Global Legal Entity Identifier
The LEI initiative was established by the Financial Stability Board (FSB) in 2014. They wanted to find a better way to identify the parties behind financial transactions, especially securities trading. Regulators agreed that the 2008 financial crisis demonstrated the benefits that a standardized LEI could provide.
The FSB established the Global Legal Entity Identifier Foundation (GLEIF) as a non-profit organization to support the implementation and use of the LEI.
LEI creation is done by a network of approved vetting organizations that review and approve LEI applications and add entity-identifying information to a centralized database.
The LEI is a 20-character unique identifier.

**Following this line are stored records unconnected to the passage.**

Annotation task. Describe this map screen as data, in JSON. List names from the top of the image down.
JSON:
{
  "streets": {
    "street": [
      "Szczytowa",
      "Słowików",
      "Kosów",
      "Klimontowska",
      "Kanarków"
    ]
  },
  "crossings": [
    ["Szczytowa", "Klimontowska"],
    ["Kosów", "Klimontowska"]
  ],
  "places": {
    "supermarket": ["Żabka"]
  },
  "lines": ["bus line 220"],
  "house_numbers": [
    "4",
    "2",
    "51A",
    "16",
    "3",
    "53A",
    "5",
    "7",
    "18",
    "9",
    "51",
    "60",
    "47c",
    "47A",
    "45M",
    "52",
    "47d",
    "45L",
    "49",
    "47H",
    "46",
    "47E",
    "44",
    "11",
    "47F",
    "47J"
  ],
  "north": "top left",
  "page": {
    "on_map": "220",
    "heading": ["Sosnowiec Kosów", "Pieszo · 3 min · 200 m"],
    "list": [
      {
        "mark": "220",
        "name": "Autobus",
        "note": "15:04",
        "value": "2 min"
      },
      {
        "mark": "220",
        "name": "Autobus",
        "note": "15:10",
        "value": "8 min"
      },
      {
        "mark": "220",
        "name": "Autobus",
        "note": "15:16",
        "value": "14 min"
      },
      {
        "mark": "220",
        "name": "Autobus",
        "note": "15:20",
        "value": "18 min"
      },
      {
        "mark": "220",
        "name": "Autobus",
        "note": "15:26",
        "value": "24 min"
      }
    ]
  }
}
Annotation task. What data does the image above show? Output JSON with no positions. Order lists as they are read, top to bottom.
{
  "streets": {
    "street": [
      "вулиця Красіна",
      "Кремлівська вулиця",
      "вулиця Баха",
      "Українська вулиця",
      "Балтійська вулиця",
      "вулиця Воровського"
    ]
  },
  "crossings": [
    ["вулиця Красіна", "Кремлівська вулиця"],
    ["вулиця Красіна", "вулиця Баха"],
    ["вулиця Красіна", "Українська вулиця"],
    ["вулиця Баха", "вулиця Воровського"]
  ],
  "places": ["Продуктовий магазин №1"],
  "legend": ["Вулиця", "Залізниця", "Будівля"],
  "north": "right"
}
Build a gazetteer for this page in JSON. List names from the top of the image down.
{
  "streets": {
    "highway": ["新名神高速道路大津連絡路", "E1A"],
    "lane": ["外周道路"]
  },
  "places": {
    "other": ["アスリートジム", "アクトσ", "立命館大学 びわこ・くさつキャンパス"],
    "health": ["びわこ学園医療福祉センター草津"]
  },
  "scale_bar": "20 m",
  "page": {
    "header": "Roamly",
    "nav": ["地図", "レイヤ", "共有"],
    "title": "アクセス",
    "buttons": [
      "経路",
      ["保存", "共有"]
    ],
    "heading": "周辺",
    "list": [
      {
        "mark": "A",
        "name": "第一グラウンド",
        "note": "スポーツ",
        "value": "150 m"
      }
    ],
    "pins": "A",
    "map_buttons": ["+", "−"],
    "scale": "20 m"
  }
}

The LEI holder uses this number to identify itself with other organizations, who then look up identifying information about the LEI holder in the database.
Although its initial use was for participants in securities markets, the LEI framework could be useful in other Know-Your-Customer (KYC) situations, including call authentication.
LEI potential uses in call authentication
We can think of several call authentication use cases in which the LEI would add value:
- STI Policy Administrator (STI-PA) vetting of STI Certification Authority (STI-CA) applicants
- STI-PA vetting of SHAKEN-authorized service provider applicants for an SPC token
- STI-PA vetting of telephone number provider applicants for an SPC CA token
- STI-CA vetting of STI certificate applicants
- STI-CA vetting of telephone number provider applicants for a Subordinate CA certificate
- Subordinate CA vetting of delegate certificate applicants
In these situations, the reviewing entity needs identifying information from the applicant. The LEI framework could provide some of the information needed in a standardized format. This would speed up the vetting process.
What prevents a bad actor from impersonating another organization and spoofing its LEI?
The GLEIF thought of that and came up with a solution: Verifiable LEI. Of course, we’ll need an acronym, so they dubbed this the vLEI.
The vLEI is packaged in a digitally signed Verifiable Credential (VC). The vLEI holder presents its VC to a relying party, who then verifies it using Public Key Infrastructure (PKI) techniques.
Does this ring a bell? That’s right—it’s like the PKI techniques used with STI certificates in STIR/SHAKEN.
In the use case scenarios listed above, reviewers would leverage LEIs or vLEIs during the vetting process, not during call processing. Reviewers would have quick access to information in a standard format to support their vetting decisions.